* Exercise brief *
Lines in the data below that contain the word "Cangallo" are to be copied.

* The data *
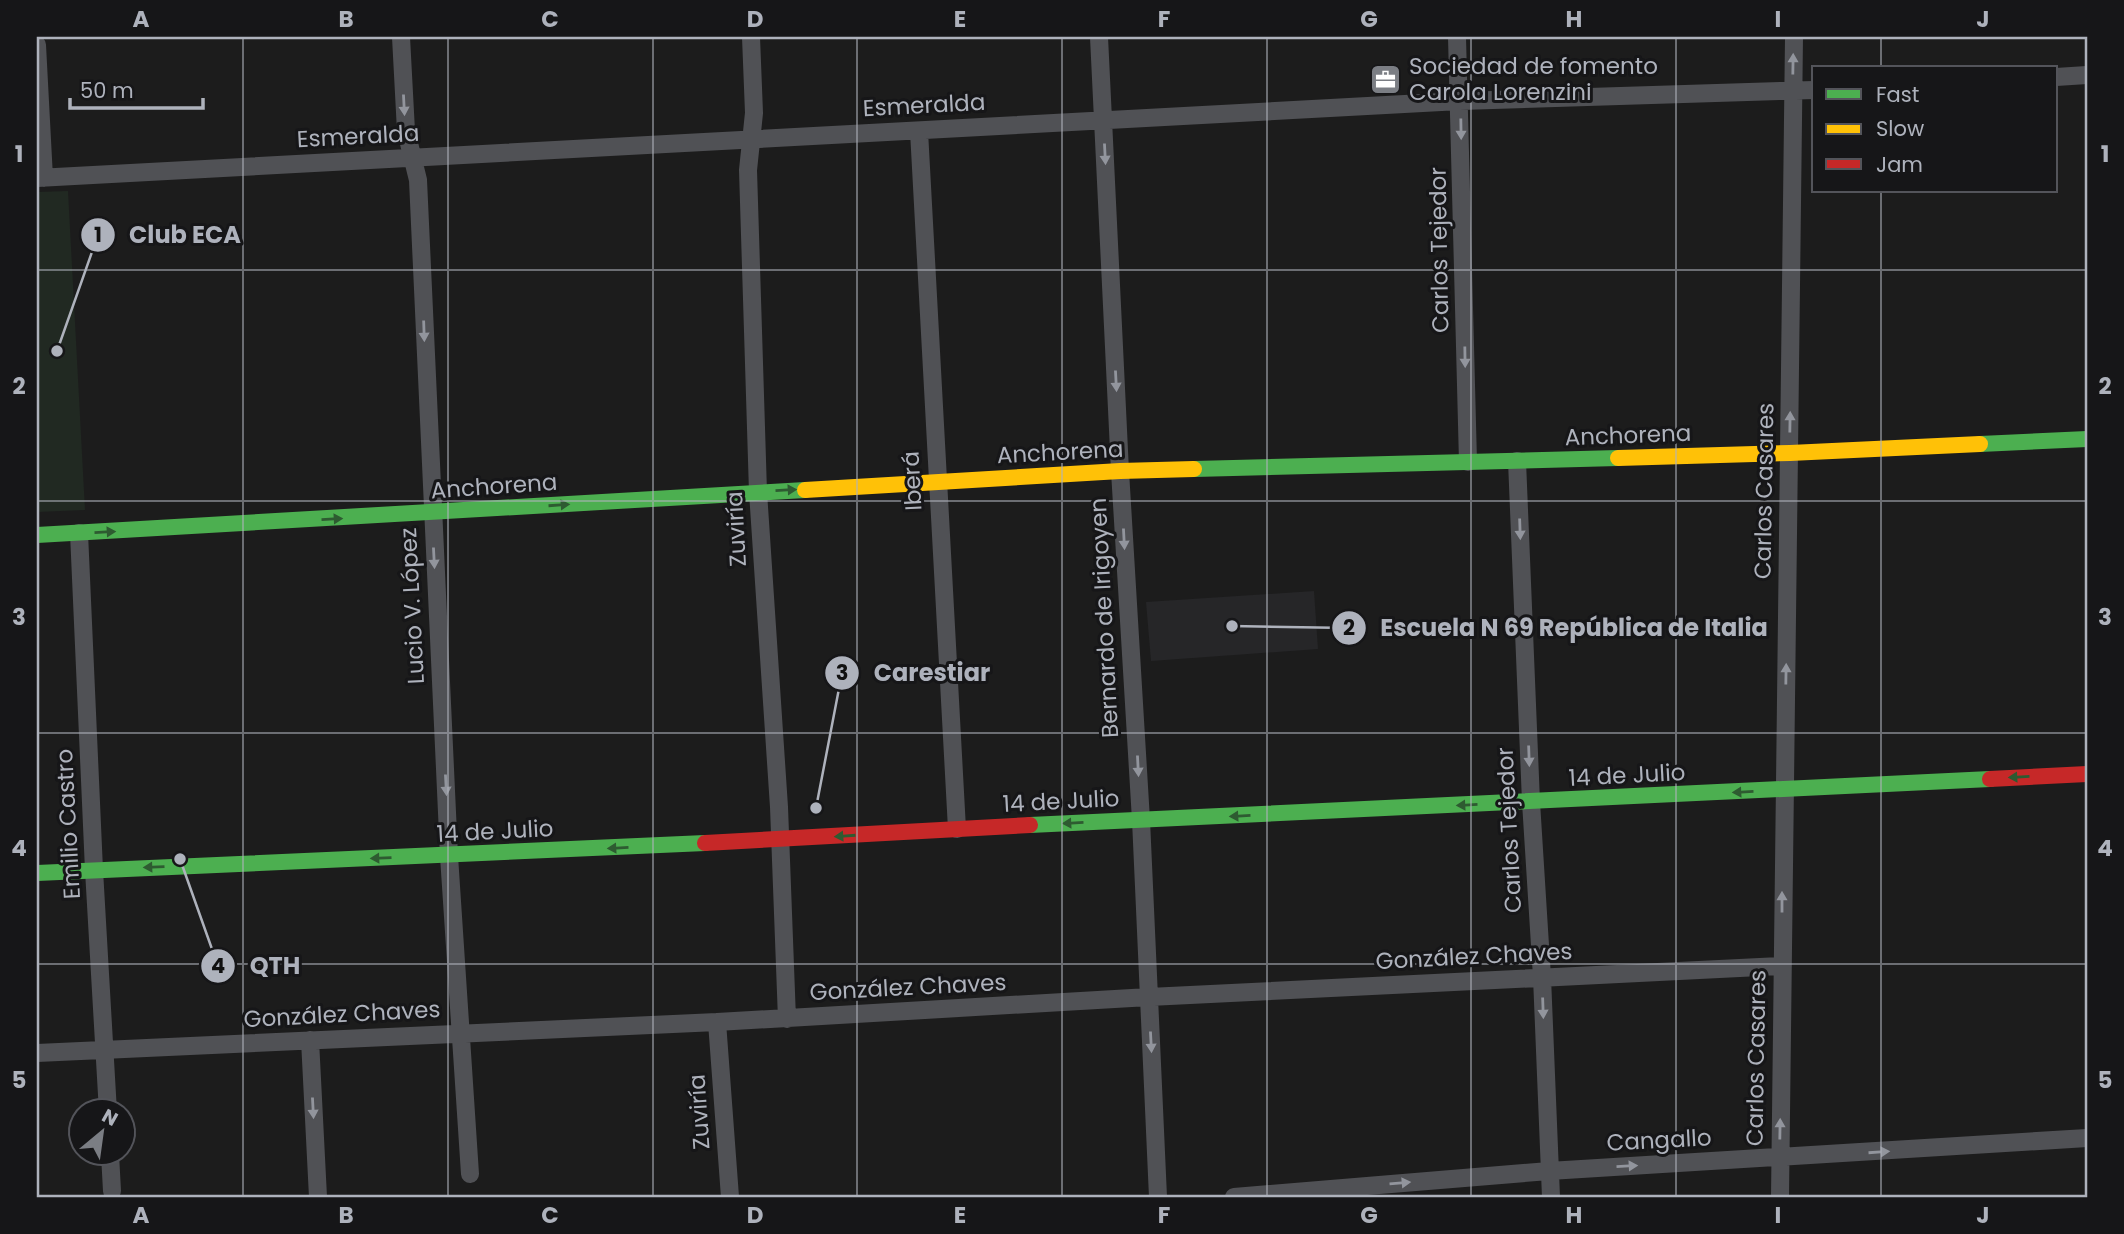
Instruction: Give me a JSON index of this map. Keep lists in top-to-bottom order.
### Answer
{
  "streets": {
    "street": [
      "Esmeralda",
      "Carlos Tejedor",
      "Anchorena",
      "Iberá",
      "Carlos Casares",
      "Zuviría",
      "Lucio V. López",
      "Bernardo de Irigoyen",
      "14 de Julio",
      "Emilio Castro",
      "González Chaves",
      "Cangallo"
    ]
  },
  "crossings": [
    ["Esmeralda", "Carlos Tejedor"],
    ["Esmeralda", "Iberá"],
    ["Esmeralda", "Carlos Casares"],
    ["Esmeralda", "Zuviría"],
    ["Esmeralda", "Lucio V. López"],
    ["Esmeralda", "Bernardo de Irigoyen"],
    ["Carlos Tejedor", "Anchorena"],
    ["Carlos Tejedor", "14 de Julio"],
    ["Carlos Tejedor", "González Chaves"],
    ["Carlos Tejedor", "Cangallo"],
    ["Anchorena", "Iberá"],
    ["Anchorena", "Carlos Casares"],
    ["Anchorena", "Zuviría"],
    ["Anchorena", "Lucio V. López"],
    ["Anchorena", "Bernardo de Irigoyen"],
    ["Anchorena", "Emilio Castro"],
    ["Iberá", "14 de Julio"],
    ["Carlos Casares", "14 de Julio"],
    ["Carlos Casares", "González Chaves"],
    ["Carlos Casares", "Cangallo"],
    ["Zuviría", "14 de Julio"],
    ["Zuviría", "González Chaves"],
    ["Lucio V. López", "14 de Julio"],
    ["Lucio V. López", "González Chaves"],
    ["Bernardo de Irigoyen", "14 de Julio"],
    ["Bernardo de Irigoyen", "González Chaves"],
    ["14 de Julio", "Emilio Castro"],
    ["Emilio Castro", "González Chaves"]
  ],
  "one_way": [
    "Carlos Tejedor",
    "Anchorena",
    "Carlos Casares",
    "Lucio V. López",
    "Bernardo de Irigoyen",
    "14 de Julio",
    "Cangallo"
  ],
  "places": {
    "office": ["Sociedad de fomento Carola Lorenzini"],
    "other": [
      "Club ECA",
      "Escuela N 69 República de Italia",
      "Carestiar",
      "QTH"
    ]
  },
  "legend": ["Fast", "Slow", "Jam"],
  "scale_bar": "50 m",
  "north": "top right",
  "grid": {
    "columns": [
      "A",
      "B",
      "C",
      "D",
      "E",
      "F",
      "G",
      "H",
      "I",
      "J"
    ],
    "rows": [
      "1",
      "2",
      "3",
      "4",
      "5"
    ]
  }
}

* Solution to this task *
      "Cangallo"
    ["Carlos Tejedor", "Cangallo"],
    ["Carlos Casares", "Cangallo"],
    "Cangallo"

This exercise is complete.